Fair market value is at the heart of assessment for tax purposes. That many potential buyers would not look favorably upon the hog facility, and judge the home's value with reference thereto, is demonstrated by some well-known Nebraska cases in which homeowners have successfully sued hog facility owners for damages caused by interference with the use of their nearby homes. See, Kopecky v. National Farms, Inc., 244 Neb. 846, 510 N.W.2d 41 (1994) (flies and odor interfered with use of home, and homeowners' children forced to stay inside); Flansburgh v.
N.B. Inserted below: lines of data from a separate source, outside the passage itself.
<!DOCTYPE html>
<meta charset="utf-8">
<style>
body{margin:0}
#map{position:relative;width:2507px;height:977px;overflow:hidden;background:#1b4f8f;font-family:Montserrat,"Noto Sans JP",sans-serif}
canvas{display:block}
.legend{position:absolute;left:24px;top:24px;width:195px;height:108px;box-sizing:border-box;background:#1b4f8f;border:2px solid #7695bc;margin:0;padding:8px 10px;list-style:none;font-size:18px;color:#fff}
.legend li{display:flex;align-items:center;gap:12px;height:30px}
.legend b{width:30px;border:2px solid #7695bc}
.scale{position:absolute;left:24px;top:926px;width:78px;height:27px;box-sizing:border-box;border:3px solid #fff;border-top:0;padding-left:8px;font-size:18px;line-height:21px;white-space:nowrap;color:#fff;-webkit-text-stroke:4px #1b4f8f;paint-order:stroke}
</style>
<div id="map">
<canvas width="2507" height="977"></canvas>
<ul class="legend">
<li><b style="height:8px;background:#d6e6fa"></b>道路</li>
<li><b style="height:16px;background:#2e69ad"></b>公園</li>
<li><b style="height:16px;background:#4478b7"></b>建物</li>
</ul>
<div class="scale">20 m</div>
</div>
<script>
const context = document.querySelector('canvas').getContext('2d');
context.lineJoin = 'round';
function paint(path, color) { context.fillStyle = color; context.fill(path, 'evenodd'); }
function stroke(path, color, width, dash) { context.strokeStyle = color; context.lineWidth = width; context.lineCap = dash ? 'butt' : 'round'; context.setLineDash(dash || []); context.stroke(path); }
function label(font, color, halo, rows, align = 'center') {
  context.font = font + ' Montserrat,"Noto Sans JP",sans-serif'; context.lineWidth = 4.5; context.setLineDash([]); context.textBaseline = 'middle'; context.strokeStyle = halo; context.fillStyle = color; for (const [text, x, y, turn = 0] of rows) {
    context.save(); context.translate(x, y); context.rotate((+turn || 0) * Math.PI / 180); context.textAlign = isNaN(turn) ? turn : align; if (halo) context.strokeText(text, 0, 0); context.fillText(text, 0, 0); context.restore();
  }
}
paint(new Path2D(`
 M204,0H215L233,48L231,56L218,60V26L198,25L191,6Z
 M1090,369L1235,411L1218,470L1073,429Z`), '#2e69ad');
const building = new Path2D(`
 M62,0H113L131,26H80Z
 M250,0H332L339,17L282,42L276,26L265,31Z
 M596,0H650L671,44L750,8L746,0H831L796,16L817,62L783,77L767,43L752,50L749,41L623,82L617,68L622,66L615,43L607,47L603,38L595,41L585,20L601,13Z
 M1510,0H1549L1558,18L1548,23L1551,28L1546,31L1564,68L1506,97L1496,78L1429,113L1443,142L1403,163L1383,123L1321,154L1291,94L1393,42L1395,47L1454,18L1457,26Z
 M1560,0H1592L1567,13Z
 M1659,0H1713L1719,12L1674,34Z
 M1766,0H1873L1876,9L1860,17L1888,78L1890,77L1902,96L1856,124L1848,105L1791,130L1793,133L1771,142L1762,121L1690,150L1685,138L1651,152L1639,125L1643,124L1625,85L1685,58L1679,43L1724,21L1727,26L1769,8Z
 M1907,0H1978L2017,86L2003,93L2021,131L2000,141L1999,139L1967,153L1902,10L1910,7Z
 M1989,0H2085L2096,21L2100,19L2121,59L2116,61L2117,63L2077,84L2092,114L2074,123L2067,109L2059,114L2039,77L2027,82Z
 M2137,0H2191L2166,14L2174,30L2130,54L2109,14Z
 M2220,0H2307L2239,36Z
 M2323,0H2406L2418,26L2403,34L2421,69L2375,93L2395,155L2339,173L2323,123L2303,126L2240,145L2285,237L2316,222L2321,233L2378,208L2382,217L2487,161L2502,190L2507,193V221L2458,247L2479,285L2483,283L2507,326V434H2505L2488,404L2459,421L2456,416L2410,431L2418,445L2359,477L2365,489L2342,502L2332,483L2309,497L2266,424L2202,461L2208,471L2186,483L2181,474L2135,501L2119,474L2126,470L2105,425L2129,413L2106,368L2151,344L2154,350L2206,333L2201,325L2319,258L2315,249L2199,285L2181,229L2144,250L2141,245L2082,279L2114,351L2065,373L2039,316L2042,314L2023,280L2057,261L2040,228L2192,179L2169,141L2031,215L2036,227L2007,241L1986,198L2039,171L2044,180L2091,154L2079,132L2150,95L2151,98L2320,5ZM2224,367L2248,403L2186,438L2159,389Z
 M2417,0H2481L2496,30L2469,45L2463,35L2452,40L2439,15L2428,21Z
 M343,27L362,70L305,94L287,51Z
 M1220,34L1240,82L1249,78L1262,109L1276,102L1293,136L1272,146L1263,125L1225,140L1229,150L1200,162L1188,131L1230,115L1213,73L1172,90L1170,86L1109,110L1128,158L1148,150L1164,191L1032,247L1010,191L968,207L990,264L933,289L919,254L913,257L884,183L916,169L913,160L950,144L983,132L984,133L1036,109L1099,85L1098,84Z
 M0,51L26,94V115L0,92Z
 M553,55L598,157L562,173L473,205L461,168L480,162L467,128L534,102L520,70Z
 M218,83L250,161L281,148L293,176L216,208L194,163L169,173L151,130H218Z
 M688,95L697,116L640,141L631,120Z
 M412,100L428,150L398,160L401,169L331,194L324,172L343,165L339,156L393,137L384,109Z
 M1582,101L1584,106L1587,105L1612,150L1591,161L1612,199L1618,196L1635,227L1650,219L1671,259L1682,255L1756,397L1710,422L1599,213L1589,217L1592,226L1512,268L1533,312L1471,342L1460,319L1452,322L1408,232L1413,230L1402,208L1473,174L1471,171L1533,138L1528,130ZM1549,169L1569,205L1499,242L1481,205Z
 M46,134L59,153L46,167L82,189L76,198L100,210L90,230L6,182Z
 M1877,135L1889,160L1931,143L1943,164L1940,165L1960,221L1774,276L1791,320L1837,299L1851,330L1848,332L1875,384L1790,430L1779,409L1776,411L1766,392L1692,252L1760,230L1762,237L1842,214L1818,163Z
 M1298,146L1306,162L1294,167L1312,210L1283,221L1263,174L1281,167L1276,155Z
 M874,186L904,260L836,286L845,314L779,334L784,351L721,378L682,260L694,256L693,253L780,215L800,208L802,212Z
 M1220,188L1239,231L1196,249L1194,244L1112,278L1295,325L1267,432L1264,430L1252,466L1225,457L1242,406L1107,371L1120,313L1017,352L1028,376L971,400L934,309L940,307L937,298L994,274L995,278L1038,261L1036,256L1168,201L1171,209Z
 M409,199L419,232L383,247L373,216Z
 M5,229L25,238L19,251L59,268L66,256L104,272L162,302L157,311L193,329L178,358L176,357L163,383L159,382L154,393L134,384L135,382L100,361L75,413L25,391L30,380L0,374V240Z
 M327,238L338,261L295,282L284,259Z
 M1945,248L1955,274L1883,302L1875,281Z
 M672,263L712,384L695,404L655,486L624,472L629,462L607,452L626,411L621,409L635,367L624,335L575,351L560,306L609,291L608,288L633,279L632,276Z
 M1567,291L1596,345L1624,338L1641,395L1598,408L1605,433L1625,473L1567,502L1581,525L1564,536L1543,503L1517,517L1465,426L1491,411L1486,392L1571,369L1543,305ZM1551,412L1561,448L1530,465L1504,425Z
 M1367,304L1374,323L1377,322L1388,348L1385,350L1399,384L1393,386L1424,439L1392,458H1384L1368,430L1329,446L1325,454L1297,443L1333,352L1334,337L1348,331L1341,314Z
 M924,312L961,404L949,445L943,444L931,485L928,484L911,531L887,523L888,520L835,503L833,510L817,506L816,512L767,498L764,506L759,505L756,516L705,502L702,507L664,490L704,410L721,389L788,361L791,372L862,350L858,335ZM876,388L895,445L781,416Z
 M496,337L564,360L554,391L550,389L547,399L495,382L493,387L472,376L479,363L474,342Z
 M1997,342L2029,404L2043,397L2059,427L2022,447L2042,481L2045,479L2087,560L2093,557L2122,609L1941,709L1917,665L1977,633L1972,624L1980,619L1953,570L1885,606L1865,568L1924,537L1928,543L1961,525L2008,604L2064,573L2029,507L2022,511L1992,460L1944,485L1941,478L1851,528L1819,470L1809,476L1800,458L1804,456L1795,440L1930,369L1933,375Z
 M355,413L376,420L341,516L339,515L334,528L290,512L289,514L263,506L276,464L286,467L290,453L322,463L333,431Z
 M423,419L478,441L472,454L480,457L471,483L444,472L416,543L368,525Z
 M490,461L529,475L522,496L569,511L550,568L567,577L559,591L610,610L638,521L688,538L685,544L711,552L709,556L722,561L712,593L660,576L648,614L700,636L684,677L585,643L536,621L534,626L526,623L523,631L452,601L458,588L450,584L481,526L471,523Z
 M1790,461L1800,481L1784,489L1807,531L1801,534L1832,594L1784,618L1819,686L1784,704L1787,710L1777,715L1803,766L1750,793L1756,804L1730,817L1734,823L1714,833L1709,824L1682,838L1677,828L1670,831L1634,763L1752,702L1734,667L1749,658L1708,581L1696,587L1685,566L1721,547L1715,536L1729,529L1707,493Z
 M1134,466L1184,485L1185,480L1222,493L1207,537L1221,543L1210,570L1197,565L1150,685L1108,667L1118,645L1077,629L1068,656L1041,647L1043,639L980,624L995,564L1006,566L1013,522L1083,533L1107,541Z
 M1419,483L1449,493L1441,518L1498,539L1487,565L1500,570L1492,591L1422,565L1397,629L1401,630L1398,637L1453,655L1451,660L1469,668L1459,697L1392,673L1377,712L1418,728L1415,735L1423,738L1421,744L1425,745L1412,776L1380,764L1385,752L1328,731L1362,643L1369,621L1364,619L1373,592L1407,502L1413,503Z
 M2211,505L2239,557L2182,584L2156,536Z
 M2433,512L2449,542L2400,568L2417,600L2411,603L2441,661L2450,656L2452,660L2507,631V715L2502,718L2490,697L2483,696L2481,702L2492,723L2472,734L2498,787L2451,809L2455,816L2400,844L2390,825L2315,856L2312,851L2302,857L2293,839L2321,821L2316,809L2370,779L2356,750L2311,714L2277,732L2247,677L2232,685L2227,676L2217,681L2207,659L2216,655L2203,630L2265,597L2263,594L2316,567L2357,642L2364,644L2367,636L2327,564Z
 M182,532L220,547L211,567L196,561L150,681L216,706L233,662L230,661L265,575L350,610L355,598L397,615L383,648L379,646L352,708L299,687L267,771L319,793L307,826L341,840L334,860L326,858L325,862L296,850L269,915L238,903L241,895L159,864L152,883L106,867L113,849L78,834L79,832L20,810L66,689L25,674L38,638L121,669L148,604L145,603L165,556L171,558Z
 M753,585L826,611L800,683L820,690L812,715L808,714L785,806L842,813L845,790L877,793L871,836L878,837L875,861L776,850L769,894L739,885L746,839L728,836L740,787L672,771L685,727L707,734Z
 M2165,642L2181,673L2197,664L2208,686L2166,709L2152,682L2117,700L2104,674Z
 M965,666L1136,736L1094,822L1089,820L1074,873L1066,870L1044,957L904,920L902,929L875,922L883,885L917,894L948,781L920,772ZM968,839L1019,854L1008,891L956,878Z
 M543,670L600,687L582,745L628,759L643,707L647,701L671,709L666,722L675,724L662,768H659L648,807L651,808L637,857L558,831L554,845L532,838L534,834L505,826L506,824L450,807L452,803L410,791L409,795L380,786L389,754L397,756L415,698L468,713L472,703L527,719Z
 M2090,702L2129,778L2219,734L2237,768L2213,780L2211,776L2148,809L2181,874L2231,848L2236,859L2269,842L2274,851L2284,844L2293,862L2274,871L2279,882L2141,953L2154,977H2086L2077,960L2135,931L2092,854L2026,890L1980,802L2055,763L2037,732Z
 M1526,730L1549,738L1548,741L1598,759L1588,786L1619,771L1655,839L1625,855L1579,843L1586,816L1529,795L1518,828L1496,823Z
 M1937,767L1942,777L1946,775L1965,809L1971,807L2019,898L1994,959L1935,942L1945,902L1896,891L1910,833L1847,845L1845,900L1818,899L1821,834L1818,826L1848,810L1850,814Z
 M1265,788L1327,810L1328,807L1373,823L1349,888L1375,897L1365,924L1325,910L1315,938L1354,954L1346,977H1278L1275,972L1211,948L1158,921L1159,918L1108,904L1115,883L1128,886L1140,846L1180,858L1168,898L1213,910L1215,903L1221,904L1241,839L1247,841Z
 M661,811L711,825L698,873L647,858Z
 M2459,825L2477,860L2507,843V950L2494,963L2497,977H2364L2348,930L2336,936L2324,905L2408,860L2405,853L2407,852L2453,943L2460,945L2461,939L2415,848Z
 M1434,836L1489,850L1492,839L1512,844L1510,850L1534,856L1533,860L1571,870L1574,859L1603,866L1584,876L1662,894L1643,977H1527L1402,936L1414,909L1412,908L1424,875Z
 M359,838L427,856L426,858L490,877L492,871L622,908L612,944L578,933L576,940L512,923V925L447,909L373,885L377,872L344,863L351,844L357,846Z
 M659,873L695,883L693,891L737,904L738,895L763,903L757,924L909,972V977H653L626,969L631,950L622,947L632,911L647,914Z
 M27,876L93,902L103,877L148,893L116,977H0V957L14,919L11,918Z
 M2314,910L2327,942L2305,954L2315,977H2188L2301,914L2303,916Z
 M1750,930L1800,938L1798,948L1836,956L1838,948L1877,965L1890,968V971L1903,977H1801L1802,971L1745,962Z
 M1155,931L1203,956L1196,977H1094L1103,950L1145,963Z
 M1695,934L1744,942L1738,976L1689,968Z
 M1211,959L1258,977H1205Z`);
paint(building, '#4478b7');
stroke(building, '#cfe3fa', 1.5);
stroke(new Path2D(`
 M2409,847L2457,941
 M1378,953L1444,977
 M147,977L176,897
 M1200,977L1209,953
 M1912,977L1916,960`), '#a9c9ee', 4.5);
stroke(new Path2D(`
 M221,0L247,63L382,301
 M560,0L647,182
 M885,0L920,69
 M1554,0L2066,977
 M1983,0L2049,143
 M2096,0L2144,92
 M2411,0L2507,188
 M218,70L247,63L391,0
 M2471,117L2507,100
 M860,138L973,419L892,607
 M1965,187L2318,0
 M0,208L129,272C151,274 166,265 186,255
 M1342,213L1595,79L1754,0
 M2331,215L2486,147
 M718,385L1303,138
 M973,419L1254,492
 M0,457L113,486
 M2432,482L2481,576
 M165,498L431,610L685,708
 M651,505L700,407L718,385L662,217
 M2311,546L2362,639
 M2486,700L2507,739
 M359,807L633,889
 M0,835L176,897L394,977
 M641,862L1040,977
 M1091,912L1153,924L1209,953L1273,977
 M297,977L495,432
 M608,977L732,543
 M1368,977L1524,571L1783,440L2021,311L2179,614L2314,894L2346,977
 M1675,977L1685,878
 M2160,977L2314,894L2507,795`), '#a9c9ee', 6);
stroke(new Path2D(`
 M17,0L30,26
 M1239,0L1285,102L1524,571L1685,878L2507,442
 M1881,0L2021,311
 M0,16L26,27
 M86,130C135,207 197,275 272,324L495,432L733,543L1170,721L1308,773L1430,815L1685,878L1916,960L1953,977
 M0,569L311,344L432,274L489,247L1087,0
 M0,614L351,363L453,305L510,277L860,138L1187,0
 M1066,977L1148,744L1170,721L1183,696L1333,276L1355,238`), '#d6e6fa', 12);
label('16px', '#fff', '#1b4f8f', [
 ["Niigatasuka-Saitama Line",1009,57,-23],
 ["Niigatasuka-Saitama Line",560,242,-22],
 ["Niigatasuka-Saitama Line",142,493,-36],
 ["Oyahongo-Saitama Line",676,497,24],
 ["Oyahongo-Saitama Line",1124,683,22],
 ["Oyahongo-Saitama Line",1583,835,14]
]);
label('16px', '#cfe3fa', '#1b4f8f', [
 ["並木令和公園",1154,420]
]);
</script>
Coffey, 220 Neb. 381, 386, 370 N.W.2d 127, 131 (1985) (flies, rats, and odors from hog confinement facility described by court as "more than offensive").
It was arbitrary for the Board and TERC to ignore the effect that the nearby hog facility would have on the house's fair market value in the ordinary course of trade. No reasonable fact finder could conclude that in the real estate marketplace, a potential buyer would not notice, and react economically, to having a large hog facility very nearby while living in a remote location. Thus, the Board's valuation, and TERC's decision upholding that valuation, was arbitrary and capricious.
CONCLUSION
We find that Livingston's evidence overcomes the presumption that the Board acted on competent evidence, because the record shows, by a qualified appraiser's opinion as well as the owner's opinion, neither of which was rebutted, that this house, while costing nearly $330,000 to build, was in effect "overbuilt for its location." Once the presumption is overcome, as here, from that point forward, the reasonableness of the valuation fixed by the Board becomes one of fact based upon all the evidence presented. See Constructors, Inc. v. Cass Cty. Bd. of Equal., 258 Neb. 866, 606 N.W.2d 786 (2000). Therefore, we reverse, and remand with directions for TERC to consider Livingston's appeal from the Board anew on the record already created, but with specific consideration of the impact on the fair market value of the house because of the nearby hog facility, manure easement, and isolated location, irrespective of the fact that Livingston also owns the hog facility and irrespective of the fact that he chose to build in this location.
REVERSED AND REMANDED WITH DIRECTIONS.